(Stored items from a collection)
####################
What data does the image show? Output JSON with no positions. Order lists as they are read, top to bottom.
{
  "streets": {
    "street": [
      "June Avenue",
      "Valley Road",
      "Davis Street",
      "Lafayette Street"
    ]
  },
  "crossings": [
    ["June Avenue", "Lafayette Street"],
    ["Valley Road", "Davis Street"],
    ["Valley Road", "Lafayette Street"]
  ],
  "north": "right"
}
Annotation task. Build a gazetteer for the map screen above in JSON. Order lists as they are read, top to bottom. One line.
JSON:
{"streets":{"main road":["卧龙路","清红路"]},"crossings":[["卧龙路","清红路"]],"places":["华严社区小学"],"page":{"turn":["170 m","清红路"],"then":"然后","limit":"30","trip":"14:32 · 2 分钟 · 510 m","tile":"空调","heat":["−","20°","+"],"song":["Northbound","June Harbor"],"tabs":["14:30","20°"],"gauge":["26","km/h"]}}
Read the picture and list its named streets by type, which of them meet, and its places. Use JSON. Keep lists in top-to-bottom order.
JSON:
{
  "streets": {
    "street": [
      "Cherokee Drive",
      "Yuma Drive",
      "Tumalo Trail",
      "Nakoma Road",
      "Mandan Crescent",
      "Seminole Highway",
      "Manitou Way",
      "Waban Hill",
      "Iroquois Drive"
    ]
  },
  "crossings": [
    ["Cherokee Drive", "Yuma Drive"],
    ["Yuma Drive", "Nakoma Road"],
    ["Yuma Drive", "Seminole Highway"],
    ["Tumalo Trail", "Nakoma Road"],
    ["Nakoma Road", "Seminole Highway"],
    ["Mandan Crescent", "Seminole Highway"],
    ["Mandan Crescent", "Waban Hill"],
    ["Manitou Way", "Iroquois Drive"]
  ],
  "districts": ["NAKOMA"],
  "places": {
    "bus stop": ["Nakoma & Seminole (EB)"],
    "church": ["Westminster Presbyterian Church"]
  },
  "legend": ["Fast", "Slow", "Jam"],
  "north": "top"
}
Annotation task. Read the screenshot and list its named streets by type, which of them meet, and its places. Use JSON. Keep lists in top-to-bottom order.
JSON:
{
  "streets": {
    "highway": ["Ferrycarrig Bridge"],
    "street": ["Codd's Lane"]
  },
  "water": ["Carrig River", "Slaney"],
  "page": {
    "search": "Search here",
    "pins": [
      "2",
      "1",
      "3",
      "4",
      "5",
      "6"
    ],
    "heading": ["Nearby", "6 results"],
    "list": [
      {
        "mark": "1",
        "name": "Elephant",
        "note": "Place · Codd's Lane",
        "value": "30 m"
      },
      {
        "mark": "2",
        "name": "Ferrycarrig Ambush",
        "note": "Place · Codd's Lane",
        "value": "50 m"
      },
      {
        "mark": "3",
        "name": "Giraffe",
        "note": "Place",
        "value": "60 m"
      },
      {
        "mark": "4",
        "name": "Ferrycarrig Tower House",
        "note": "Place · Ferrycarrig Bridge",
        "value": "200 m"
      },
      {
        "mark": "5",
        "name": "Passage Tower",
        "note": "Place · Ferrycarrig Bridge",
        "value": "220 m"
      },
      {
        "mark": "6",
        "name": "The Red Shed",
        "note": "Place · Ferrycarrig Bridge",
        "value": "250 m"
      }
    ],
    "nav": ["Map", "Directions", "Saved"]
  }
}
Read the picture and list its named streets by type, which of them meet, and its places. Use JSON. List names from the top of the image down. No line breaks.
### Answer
####################
Transcribe every entry verbatim.

What data does the image show? Output JSON with no positions. Order lists as they are read, top to bottom.
{
  "streets": {
    "street": [
      "June Avenue",
      "Valley Road",
      "Davis Street",
      "Lafayette Street"
    ]
  },
  "crossings": [
    ["June Avenue", "Lafayette Street"],
    ["Valley Road", "Davis Street"],
    ["Valley Road", "Lafayette Street"]
  ],
  "north": "right"
}
Annotation task. Build a gazetteer for the map screen above in JSON. Order lists as they are read, top to bottom. One line.
JSON:
{"streets":{"main road":["卧龙路","清红路"]},"crossings":[["卧龙路","清红路"]],"places":["华严社区小学"],"page":{"turn":["170 m","清红路"],"then":"然后","limit":"30","trip":"14:32 · 2 分钟 · 510 m","tile":"空调","heat":["−","20°","+"],"song":["Northbound","June Harbor"],"tabs":["14:30","20°"],"gauge":["26","km/h"]}}
Read the picture and list its named streets by type, which of them meet, and its places. Use JSON. Keep lists in top-to-bottom order.
JSON:
{
  "streets": {
    "street": [
      "Cherokee Drive",
      "Yuma Drive",
      "Tumalo Trail",
      "Nakoma Road",
      "Mandan Crescent",
      "Seminole Highway",
      "Manitou Way",
      "Waban Hill",
      "Iroquois Drive"
    ]
  },
  "crossings": [
    ["Cherokee Drive", "Yuma Drive"],
    ["Yuma Drive", "Nakoma Road"],
    ["Yuma Drive", "Seminole Highway"],
    ["Tumalo Trail", "Nakoma Road"],
    ["Nakoma Road", "Seminole Highway"],
    ["Mandan Crescent", "Seminole Highway"],
    ["Mandan Crescent", "Waban Hill"],
    ["Manitou Way", "Iroquois Drive"]
  ],
  "districts": ["NAKOMA"],
  "places": {
    "bus stop": ["Nakoma & Seminole (EB)"],
    "church": ["Westminster Presbyterian Church"]
  },
  "legend": ["Fast", "Slow", "Jam"],
  "north": "top"
}
Annotation task. Read the screenshot and list its named streets by type, which of them meet, and its places. Use JSON. Keep lists in top-to-bottom order.
JSON:
{
  "streets": {
    "highway": ["Ferrycarrig Bridge"],
    "street": ["Codd's Lane"]
  },
  "water": ["Carrig River", "Slaney"],
  "page": {
    "search": "Search here",
    "pins": [
      "2",
      "1",
      "3",
      "4",
      "5",
      "6"
    ],
    "heading": ["Nearby", "6 results"],
    "list": [
      {
        "mark": "1",
        "name": "Elephant",
        "note": "Place · Codd's Lane",
        "value": "30 m"
      },
      {
        "mark": "2",
        "name": "Ferrycarrig Ambush",
        "note": "Place · Codd's Lane",
        "value": "50 m"
      },
      {
        "mark": "3",
        "name": "Giraffe",
        "note": "Place",
        "value": "60 m"
      },
      {
        "mark": "4",
        "name": "Ferrycarrig Tower House",
        "note": "Place · Ferrycarrig Bridge",
        "value": "200 m"
      },
      {
        "mark": "5",
        "name": "Passage Tower",
        "note": "Place · Ferrycarrig Bridge",
        "value": "220 m"
      },
      {
        "mark": "6",
        "name": "The Red Shed",
        "note": "Place · Ferrycarrig Bridge",
        "value": "250 m"
      }
    ],
    "nav": ["Map", "Directions", "Saved"]
  }
}
Read the picture and list its named streets by type, which of them meet, and its places. Use JSON. List names from the top of the image down. No line breaks.
### Answer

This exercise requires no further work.